[WHAT TO WORK ON]:
Find the lines below in which the string "document" occurs. Copy each one.

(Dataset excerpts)
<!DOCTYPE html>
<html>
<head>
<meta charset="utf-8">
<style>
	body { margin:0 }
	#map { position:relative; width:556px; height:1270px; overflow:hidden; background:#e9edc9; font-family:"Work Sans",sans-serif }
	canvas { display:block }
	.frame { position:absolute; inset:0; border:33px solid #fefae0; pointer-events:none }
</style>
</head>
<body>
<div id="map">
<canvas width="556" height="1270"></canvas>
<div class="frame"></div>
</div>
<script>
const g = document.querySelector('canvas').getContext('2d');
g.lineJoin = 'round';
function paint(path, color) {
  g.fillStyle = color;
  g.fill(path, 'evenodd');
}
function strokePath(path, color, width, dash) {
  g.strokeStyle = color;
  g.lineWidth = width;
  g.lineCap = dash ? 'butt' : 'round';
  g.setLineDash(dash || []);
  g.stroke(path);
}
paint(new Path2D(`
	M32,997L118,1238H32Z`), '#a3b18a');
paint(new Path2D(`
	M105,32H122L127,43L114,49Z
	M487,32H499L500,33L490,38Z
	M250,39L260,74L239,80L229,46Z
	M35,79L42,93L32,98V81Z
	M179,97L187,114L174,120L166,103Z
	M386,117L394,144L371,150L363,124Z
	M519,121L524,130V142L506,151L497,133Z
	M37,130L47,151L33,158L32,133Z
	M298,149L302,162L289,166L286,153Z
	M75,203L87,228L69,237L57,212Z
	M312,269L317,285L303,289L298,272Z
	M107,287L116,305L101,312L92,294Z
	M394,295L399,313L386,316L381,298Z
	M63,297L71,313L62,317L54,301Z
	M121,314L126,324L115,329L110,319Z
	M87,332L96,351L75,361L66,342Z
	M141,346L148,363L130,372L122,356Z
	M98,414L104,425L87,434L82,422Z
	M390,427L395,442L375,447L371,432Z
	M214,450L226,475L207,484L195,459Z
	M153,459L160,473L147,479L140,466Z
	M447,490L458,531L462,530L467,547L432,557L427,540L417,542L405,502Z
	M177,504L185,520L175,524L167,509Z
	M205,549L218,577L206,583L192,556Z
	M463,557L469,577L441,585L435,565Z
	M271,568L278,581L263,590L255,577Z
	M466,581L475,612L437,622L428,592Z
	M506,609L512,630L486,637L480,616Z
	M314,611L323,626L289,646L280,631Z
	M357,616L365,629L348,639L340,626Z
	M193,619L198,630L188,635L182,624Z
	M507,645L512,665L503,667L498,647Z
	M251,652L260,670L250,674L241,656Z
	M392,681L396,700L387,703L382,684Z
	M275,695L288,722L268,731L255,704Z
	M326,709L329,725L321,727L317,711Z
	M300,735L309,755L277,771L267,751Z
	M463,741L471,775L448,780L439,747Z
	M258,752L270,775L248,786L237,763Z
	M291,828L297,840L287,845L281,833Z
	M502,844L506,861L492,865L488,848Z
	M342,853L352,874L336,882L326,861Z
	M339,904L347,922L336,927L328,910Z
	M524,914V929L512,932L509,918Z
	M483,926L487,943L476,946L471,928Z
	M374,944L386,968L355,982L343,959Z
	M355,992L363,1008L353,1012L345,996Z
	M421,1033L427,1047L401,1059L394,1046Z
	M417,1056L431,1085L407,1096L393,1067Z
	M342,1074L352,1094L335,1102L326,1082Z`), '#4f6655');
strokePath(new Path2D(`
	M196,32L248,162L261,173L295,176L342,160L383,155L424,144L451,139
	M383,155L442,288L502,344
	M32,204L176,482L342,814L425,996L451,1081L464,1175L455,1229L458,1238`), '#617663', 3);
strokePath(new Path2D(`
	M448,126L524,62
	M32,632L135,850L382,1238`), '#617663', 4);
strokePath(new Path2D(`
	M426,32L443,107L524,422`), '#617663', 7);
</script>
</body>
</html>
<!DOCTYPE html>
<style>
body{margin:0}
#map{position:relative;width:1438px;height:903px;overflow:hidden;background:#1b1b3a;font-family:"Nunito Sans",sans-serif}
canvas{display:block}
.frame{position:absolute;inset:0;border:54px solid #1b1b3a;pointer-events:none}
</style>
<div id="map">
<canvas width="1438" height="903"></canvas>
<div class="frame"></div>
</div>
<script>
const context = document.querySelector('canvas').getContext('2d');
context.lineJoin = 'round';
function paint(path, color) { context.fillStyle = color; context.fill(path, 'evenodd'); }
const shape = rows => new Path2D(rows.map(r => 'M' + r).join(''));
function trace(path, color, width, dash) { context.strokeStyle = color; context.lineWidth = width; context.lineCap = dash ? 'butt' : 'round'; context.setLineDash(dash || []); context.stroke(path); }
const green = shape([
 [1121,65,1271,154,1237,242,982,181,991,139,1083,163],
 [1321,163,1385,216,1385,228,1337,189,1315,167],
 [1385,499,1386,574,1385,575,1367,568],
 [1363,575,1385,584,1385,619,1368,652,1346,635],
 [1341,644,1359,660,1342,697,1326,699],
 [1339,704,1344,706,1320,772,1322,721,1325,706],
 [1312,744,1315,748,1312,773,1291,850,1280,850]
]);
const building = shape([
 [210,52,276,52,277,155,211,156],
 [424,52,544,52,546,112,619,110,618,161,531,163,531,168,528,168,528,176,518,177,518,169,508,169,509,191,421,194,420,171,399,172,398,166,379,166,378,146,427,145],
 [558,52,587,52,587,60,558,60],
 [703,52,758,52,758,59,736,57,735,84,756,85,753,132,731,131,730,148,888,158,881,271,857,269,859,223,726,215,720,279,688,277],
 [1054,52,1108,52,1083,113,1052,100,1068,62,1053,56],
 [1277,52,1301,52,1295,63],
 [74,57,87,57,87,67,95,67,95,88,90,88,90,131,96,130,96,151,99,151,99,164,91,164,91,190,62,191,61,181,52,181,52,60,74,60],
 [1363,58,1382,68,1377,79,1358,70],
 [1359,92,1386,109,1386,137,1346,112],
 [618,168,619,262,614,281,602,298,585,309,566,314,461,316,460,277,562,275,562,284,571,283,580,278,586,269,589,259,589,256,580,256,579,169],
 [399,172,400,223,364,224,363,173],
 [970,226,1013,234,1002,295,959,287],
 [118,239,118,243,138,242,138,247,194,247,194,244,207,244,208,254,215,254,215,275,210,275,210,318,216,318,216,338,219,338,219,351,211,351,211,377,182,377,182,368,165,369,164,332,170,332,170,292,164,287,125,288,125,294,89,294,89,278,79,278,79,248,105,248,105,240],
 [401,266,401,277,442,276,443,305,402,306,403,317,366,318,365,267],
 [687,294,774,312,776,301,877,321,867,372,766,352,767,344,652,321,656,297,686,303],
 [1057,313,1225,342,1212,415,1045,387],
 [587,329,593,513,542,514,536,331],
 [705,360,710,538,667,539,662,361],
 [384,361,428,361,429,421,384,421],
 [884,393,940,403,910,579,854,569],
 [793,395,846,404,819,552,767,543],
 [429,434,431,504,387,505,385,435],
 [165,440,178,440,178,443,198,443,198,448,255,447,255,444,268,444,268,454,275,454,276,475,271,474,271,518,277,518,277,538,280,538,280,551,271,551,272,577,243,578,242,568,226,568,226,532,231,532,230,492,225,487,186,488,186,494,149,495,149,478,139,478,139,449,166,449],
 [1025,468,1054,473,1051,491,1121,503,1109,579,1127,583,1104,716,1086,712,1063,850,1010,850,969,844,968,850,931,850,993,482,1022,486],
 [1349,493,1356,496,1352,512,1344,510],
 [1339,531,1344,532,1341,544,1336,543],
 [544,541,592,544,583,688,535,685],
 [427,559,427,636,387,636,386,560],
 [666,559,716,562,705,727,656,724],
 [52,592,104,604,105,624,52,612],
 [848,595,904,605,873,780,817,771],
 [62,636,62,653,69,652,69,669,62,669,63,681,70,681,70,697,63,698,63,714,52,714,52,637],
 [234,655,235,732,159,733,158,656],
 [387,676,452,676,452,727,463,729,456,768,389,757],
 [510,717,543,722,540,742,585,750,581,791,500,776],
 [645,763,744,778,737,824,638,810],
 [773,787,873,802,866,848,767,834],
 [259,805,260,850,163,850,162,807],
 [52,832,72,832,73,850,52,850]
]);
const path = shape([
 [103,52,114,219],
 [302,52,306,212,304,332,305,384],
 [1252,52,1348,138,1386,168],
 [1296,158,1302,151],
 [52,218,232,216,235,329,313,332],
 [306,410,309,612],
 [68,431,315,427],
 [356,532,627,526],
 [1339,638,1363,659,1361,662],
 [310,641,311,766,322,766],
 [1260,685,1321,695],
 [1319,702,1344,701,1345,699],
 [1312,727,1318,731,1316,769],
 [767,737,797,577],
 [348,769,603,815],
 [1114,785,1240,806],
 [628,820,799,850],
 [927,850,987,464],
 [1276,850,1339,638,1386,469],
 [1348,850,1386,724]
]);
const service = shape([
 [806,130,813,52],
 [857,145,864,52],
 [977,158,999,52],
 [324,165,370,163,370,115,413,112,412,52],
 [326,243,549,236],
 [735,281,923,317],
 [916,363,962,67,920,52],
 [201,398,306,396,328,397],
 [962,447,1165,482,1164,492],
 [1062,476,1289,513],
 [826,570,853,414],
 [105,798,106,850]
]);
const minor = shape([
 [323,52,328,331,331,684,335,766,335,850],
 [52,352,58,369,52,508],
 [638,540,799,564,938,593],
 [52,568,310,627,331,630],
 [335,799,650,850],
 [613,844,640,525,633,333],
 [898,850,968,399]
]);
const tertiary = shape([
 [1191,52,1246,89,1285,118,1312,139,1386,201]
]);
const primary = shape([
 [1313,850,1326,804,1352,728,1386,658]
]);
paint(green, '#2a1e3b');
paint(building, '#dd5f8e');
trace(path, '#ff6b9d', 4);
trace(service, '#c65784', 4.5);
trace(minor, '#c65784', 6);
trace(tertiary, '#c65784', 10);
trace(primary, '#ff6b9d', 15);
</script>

[RESPONSE TO THIS EXERCISE]:
const g = document.querySelector('canvas').getContext('2d');
const context = document.querySelector('canvas').getContext('2d');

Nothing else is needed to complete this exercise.